Available data »

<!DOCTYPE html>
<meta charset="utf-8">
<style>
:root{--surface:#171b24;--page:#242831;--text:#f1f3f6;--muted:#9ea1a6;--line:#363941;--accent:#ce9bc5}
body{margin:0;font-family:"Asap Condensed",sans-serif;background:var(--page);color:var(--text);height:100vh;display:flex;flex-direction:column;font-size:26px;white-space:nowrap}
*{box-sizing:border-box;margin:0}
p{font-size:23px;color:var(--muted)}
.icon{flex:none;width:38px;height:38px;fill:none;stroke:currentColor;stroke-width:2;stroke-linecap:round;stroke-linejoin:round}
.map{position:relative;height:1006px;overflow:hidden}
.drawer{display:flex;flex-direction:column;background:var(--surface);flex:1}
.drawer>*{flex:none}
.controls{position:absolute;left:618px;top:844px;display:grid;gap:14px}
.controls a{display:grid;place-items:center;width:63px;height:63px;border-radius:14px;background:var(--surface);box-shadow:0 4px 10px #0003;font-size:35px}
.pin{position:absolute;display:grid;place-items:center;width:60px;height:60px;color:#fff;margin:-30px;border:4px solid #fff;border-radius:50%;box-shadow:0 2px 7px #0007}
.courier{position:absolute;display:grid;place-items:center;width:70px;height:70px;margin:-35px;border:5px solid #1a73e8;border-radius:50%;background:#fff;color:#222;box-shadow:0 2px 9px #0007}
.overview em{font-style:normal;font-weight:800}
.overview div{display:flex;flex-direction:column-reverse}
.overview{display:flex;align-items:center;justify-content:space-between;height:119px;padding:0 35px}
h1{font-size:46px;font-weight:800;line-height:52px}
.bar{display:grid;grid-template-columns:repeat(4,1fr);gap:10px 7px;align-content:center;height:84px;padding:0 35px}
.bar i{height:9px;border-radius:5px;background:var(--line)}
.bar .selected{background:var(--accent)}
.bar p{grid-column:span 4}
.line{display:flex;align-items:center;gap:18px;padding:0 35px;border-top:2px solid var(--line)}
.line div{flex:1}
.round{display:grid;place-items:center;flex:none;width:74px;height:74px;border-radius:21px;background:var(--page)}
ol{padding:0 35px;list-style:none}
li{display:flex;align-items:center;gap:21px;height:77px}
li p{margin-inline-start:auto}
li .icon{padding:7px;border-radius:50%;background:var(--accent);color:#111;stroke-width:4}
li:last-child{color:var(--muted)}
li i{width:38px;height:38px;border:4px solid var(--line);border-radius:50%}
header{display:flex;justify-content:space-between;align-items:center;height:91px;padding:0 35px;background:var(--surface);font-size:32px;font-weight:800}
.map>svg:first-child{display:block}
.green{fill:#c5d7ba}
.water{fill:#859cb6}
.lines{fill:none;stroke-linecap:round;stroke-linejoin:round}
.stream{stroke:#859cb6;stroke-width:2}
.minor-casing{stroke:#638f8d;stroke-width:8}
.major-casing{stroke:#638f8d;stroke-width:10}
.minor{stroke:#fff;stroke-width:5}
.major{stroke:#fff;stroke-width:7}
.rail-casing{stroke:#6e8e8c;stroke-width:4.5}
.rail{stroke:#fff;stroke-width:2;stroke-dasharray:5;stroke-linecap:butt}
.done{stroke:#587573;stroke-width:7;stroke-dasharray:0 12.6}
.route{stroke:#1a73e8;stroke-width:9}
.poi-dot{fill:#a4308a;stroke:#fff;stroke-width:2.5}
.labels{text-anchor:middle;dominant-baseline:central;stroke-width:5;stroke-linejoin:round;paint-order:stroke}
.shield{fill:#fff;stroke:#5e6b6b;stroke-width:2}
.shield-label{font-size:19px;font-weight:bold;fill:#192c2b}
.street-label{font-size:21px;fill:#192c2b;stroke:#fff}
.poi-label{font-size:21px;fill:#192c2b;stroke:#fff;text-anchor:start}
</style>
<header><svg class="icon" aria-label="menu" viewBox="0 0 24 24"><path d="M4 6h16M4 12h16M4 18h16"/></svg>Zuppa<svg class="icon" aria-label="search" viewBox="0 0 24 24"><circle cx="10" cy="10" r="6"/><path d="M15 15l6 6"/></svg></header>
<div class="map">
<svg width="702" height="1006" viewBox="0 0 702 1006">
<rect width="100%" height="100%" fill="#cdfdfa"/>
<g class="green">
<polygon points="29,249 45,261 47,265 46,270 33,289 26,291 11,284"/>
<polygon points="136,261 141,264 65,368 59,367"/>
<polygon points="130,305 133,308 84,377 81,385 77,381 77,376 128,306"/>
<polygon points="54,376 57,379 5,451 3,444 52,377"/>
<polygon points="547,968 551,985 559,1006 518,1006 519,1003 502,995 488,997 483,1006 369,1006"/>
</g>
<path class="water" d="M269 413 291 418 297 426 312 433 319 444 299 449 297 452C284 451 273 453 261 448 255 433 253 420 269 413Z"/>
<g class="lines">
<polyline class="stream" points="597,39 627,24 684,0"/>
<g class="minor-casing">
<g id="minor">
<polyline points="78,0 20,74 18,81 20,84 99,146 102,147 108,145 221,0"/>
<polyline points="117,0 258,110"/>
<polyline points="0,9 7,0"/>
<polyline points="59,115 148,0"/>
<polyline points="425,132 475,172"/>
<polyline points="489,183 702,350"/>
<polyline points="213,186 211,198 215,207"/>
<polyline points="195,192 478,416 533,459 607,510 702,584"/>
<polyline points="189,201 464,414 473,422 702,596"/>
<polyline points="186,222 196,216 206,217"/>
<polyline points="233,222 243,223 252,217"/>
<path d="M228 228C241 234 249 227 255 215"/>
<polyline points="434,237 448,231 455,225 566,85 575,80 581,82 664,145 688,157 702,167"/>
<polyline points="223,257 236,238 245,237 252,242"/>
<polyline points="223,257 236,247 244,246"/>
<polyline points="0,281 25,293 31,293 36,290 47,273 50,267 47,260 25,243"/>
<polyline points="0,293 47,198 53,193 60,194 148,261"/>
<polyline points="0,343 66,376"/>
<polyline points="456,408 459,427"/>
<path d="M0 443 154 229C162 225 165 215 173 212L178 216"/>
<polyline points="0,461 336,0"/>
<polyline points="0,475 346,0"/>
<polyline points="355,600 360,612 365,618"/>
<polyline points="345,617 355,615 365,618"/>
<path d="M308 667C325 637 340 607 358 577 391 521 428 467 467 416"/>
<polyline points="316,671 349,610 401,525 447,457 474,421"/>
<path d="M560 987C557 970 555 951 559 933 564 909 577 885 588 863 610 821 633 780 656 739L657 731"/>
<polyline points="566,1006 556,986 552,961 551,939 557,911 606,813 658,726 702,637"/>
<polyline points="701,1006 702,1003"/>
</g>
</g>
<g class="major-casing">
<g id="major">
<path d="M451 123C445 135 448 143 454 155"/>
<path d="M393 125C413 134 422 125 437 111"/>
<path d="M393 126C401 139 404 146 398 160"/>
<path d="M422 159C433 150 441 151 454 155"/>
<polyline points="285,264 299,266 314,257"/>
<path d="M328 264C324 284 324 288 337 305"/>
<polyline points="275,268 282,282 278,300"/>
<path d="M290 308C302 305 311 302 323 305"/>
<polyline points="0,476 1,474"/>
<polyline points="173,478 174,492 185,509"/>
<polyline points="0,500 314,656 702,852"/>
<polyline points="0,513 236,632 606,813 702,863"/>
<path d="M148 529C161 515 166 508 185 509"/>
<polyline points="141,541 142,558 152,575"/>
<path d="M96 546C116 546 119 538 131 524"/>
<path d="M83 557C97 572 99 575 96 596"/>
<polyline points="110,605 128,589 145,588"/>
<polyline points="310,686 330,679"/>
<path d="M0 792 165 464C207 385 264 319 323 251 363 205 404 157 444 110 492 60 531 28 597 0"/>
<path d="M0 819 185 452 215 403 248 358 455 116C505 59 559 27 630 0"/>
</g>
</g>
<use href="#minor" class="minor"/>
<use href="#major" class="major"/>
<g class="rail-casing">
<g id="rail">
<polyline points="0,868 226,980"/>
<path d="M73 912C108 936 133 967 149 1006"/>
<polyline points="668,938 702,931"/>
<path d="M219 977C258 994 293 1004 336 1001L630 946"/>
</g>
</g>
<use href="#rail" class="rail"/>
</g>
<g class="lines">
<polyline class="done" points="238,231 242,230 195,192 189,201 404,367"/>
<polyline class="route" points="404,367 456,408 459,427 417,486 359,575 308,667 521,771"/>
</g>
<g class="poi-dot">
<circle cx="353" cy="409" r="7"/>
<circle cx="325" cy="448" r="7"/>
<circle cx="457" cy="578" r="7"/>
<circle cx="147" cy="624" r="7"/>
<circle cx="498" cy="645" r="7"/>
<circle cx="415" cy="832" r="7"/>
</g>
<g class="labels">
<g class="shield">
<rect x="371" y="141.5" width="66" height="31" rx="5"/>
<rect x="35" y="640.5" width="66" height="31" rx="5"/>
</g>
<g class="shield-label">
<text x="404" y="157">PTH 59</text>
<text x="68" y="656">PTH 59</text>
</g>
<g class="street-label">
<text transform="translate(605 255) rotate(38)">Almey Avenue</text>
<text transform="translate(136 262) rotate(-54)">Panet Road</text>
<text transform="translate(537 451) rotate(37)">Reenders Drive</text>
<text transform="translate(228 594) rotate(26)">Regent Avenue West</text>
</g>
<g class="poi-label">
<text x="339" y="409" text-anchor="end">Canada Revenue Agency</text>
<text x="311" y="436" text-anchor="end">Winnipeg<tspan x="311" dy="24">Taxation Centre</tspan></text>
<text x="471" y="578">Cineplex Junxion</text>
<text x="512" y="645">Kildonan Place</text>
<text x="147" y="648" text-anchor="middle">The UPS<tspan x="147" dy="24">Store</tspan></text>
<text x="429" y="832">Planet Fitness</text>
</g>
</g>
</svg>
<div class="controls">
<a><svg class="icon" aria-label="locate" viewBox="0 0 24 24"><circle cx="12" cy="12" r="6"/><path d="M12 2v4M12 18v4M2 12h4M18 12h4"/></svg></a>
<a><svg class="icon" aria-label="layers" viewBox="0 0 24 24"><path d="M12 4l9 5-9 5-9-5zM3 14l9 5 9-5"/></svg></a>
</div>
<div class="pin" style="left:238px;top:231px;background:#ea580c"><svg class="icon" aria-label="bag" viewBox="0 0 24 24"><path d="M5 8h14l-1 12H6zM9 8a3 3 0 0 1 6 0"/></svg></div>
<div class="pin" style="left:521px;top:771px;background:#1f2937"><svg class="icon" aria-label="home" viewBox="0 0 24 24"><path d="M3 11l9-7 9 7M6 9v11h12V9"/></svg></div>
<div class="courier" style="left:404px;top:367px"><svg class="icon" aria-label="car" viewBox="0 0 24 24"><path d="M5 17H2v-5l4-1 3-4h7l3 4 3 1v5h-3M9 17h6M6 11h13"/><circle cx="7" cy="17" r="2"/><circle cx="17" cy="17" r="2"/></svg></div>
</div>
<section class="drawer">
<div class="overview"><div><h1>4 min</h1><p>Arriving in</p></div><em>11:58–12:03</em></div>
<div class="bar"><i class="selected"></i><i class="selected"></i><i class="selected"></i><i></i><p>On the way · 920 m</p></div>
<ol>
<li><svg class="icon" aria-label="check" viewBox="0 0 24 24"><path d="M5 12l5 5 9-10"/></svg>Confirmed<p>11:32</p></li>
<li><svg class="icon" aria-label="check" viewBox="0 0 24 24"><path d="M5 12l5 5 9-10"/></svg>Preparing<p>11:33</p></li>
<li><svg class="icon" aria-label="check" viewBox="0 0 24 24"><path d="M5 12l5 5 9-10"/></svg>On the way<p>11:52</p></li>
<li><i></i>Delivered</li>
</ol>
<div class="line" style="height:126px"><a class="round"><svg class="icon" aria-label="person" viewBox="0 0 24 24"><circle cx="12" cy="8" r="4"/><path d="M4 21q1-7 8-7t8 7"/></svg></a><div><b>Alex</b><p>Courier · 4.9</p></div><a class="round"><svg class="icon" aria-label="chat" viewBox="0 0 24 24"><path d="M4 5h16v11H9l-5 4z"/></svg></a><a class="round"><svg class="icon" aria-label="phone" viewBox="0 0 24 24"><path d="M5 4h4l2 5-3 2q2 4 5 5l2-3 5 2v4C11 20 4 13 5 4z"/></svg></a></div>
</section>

Assignment »
Show all lines in the entries above where the string "anchor" appears.

Result for this task »
.labels{text-anchor:middle;dominant-baseline:central;stroke-width:5;stroke-linejoin:round;paint-order:stroke}
.poi-label{font-size:21px;fill:#192c2b;stroke:#fff;text-anchor:start}
<text x="339" y="409" text-anchor="end">Canada Revenue Agency</text>
<text x="311" y="436" text-anchor="end">Winnipeg<tspan x="311" dy="24">Taxation Centre</tspan></text>
<text x="147" y="648" text-anchor="middle">The UPS<tspan x="147" dy="24">Store</tspan></text>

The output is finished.